### PROBLEM REQUIREMENTS:
Could you find every line in the entries below that holds the word "Math" and copy it?

(Saved data entries)

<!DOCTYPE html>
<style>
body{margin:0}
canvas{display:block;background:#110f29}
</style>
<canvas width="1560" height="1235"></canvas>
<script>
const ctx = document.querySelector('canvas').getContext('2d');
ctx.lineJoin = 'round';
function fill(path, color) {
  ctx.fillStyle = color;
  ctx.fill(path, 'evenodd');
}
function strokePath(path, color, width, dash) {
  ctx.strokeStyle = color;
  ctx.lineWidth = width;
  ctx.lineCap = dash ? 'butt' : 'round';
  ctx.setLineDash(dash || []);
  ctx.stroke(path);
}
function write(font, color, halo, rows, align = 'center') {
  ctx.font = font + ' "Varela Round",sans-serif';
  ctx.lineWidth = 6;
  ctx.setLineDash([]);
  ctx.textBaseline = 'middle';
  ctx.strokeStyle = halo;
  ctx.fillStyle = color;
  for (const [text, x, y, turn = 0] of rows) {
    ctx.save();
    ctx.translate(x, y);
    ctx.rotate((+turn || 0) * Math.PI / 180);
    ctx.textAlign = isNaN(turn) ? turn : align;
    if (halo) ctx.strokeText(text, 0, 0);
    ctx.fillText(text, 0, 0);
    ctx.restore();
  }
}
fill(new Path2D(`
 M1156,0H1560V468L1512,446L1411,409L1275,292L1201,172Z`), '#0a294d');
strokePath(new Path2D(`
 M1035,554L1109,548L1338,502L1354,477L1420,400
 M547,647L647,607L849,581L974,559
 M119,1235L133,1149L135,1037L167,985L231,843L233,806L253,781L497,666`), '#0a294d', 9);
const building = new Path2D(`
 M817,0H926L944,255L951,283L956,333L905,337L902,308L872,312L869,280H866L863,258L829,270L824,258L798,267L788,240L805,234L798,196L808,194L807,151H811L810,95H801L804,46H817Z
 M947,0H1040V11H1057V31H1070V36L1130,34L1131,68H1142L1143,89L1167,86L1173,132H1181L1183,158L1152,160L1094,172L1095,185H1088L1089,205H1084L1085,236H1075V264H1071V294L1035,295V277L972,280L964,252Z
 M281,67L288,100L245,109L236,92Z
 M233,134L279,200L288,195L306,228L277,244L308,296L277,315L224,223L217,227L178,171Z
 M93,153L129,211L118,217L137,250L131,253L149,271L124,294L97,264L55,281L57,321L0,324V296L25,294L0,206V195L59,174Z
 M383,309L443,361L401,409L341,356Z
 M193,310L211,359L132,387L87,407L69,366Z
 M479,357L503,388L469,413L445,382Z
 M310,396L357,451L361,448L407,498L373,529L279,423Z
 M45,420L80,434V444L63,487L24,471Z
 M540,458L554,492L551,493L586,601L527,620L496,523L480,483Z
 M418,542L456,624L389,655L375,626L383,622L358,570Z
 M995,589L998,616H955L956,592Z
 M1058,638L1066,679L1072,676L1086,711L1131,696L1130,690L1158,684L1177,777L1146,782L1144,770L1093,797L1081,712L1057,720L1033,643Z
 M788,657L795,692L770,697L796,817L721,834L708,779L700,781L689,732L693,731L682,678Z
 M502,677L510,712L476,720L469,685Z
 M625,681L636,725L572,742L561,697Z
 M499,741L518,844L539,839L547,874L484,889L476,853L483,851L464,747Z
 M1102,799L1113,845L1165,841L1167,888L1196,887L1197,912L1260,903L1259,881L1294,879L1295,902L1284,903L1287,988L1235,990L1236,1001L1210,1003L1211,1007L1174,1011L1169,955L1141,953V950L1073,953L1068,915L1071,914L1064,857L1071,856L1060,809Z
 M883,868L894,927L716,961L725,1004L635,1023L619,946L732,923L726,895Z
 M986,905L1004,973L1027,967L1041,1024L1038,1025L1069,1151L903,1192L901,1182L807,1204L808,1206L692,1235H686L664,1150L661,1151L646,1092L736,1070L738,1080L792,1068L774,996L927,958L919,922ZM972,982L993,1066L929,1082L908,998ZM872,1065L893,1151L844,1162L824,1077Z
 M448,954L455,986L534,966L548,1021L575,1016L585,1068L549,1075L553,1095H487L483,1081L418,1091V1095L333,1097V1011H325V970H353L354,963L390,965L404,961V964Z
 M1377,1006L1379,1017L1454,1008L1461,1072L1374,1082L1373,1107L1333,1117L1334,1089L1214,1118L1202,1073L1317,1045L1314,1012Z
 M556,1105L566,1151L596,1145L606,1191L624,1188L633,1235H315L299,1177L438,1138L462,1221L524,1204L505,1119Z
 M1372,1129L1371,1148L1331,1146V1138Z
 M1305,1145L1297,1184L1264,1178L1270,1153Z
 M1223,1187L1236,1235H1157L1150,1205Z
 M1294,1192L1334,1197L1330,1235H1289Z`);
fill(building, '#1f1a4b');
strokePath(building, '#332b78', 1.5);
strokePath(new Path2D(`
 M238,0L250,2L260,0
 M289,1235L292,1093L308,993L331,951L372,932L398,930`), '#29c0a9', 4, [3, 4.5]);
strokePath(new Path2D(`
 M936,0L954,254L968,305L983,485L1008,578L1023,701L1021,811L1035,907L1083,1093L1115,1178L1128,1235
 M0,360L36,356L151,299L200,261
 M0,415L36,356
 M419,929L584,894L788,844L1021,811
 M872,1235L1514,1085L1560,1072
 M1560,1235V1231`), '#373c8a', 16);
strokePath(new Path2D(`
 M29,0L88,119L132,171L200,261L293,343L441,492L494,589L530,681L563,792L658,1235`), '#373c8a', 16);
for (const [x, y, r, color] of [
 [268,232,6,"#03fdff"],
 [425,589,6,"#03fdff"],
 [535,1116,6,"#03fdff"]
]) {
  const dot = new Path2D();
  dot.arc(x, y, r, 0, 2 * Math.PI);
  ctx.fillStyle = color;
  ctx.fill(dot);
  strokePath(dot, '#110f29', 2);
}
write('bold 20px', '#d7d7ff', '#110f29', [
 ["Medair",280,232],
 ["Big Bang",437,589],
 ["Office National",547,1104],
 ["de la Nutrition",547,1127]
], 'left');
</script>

### YOUR SOLUTION:
    ctx.rotate((+turn || 0) * Math.PI / 180);
  dot.arc(x, y, r, 0, 2 * Math.PI);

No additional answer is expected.